> [Records to process]
**********
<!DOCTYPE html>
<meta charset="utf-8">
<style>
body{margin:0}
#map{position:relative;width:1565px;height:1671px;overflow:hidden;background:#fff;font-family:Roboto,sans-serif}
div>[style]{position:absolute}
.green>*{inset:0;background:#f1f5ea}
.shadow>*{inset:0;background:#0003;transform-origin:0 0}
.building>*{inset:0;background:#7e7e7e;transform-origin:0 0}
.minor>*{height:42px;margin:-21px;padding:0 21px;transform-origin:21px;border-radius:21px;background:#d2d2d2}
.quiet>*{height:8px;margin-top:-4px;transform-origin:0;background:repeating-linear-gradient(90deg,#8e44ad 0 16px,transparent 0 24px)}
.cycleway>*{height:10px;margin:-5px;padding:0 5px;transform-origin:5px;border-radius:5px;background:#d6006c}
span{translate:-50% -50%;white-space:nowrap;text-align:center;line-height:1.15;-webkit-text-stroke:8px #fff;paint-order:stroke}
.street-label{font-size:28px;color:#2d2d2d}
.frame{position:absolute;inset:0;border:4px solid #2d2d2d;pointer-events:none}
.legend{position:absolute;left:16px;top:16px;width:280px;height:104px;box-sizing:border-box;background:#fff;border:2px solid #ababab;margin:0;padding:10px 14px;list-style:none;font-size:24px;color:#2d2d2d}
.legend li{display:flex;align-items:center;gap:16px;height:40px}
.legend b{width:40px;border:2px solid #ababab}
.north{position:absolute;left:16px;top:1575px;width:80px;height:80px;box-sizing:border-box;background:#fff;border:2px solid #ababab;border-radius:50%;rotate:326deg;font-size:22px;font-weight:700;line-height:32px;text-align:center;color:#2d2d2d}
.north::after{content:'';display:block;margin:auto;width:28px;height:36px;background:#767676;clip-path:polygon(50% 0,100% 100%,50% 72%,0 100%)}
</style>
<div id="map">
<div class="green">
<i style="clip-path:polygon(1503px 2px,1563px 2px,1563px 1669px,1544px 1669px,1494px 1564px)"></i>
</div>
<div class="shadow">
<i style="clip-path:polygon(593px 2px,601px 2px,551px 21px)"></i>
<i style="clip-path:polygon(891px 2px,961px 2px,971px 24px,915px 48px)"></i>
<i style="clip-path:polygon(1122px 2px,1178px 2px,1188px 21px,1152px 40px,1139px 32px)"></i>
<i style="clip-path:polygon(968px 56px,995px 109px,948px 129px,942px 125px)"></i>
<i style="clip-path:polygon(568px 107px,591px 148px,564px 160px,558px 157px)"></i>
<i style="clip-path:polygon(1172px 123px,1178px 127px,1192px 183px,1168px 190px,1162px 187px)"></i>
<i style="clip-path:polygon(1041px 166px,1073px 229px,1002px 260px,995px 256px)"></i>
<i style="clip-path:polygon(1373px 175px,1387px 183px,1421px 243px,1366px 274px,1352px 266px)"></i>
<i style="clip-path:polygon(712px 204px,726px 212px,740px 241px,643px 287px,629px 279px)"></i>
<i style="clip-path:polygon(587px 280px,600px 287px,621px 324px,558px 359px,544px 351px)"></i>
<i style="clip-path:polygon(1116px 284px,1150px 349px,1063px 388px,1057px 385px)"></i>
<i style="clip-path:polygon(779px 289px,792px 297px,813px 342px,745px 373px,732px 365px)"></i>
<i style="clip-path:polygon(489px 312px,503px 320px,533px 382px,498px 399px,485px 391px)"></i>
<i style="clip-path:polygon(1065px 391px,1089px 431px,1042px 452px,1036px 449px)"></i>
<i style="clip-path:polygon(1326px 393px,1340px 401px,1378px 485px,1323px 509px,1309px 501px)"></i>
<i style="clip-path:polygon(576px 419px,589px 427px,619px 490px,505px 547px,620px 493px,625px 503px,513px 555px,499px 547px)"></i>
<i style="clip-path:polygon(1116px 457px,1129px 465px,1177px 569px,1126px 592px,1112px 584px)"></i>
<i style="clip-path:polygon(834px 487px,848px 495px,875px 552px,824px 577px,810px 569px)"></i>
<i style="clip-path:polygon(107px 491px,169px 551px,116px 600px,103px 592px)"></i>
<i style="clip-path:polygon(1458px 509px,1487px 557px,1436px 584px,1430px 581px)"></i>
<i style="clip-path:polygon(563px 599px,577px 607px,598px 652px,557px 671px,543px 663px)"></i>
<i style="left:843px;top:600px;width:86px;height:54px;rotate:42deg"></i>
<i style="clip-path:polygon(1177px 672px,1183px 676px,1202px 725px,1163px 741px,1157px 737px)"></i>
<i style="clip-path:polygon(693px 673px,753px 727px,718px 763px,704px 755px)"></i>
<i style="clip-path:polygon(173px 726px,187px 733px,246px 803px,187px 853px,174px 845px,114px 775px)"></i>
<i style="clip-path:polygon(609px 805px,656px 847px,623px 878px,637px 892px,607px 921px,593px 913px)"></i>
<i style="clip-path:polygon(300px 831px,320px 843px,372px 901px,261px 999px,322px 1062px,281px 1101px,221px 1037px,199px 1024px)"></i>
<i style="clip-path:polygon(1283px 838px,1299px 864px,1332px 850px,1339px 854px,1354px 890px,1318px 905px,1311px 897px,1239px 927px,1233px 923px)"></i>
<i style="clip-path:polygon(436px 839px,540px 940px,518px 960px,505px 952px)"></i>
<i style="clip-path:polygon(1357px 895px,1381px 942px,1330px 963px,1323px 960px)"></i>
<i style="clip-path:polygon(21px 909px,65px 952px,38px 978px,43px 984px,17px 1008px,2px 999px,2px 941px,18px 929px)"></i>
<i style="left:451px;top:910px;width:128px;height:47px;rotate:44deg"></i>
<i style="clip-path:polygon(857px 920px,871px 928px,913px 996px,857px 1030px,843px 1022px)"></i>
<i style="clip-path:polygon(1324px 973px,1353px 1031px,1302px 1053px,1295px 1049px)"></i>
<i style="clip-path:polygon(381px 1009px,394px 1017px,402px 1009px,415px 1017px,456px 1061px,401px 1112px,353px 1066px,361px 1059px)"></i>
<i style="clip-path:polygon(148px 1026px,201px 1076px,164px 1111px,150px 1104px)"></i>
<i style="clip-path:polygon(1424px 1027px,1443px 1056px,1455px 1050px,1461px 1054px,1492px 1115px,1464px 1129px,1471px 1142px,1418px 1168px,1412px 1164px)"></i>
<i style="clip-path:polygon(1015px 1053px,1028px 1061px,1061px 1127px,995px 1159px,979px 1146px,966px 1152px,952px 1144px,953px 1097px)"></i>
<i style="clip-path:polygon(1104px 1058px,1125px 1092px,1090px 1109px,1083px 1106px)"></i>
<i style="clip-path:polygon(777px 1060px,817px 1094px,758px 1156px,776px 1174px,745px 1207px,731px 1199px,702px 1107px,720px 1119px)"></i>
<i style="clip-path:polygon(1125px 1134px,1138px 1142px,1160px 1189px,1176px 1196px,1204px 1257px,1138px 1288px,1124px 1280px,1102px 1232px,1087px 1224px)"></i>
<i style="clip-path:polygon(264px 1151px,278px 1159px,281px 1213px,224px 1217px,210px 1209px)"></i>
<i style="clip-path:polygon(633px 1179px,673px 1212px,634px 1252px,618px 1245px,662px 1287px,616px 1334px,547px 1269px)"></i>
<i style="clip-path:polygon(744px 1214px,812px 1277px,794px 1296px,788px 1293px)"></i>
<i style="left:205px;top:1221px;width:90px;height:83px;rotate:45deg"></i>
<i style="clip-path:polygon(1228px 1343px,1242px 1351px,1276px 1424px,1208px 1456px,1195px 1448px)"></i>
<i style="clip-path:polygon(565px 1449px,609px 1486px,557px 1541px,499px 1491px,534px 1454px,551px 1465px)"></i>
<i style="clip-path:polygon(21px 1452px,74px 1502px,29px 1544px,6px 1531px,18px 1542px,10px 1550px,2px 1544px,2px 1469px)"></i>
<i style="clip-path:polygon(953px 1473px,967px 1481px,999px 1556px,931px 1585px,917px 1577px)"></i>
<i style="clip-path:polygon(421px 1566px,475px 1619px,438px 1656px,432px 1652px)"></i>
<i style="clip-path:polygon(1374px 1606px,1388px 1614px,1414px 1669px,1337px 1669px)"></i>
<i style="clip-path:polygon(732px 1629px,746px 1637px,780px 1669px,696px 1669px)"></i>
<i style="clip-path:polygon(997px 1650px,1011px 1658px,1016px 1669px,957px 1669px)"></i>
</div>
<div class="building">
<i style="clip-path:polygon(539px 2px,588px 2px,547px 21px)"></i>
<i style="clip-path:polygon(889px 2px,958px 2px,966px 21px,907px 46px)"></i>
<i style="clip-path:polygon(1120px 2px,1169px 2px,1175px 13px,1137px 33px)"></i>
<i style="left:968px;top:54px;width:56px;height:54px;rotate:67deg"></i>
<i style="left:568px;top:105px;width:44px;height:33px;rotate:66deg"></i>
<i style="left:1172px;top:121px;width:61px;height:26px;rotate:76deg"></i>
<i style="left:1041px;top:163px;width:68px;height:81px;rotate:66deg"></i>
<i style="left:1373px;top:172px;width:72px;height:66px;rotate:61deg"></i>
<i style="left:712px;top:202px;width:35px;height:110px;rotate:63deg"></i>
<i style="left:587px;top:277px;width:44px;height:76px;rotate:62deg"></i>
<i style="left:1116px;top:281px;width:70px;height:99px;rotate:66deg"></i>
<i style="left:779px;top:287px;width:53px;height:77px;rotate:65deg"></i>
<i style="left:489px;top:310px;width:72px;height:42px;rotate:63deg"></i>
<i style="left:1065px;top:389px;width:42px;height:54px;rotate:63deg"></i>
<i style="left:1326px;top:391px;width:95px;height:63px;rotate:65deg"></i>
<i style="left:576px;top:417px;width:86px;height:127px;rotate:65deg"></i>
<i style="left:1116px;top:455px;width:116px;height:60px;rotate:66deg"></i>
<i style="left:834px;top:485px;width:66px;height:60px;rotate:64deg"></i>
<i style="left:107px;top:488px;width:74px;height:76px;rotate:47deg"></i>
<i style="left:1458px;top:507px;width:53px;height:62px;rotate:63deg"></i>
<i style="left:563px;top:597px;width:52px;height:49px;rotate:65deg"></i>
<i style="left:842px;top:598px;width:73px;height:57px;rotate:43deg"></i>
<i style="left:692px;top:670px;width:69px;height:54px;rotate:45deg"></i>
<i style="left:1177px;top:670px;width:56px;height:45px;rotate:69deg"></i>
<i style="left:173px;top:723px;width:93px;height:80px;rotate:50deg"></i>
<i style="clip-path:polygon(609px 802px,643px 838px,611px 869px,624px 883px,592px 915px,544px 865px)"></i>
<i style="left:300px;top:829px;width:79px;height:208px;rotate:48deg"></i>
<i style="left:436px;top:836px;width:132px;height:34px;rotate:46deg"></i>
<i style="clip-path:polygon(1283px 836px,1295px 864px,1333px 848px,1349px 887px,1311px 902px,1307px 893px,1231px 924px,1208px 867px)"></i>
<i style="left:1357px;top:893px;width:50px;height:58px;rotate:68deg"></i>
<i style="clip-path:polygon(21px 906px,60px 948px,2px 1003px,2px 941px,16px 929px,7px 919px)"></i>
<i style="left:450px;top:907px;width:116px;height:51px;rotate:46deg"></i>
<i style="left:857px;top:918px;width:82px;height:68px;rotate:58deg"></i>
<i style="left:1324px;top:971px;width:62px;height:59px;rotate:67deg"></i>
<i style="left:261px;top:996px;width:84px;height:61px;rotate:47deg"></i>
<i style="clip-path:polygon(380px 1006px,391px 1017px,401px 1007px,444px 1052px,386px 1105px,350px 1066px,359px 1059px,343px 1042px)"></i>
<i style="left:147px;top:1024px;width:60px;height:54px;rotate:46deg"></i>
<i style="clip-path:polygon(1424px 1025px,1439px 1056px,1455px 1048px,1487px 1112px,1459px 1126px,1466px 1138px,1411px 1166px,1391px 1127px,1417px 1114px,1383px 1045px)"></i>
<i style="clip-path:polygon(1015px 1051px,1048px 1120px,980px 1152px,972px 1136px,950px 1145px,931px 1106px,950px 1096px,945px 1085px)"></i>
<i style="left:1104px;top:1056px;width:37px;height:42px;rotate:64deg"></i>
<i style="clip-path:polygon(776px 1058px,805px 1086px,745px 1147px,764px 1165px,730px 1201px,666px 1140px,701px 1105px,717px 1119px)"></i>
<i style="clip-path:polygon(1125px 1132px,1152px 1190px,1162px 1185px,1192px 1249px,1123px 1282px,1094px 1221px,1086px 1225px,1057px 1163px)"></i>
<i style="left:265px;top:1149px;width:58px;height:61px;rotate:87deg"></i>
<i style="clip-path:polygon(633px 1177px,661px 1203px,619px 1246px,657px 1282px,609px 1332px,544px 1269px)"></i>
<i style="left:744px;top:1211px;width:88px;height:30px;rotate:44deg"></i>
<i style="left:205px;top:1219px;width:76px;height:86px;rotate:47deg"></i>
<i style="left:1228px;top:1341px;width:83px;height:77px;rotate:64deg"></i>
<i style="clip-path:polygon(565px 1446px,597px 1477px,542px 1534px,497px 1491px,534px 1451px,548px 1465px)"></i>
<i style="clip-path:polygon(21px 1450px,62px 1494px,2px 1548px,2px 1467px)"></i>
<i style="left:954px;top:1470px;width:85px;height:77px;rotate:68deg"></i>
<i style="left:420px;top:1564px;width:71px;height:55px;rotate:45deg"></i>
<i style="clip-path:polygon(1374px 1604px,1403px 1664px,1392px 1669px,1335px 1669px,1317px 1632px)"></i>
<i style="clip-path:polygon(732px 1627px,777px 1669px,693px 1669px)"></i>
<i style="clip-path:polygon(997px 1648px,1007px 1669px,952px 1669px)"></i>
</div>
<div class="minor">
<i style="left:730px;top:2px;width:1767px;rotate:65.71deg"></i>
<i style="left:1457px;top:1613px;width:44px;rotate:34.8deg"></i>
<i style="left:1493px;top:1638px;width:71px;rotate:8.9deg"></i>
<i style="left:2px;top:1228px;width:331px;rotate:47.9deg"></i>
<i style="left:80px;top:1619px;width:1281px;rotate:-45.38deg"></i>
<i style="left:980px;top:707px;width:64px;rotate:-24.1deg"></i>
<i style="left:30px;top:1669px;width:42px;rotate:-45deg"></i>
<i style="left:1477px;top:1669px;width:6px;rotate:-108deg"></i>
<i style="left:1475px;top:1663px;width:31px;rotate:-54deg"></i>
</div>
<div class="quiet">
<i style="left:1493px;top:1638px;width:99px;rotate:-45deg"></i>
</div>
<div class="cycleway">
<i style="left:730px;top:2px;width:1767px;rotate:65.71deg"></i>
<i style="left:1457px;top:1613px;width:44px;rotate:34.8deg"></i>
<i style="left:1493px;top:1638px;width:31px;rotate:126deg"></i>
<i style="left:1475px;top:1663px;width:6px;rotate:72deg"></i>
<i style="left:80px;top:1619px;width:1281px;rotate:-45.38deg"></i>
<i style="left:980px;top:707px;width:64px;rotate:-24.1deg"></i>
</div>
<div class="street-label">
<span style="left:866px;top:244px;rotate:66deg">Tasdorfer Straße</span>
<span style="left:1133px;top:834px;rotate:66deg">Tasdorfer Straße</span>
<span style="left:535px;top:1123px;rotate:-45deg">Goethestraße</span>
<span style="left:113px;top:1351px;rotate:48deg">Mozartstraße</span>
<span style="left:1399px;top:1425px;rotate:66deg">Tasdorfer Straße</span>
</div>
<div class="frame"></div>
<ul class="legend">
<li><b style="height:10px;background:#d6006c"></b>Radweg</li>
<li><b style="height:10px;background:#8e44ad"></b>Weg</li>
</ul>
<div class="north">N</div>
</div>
**********
> [Work required] Look over the material and return every line where the word "sizing" is found.

> [Reply to the exercise]
.legend{position:absolute;left:16px;top:16px;width:280px;height:104px;box-sizing:border-box;background:#fff;border:2px solid #ababab;margin:0;padding:10px 14px;list-style:none;font-size:24px;color:#2d2d2d}
.north{position:absolute;left:16px;top:1575px;width:80px;height:80px;box-sizing:border-box;background:#fff;border:2px solid #ababab;border-radius:50%;rotate:326deg;font-size:22px;font-weight:700;line-height:32px;text-align:center;color:#2d2d2d}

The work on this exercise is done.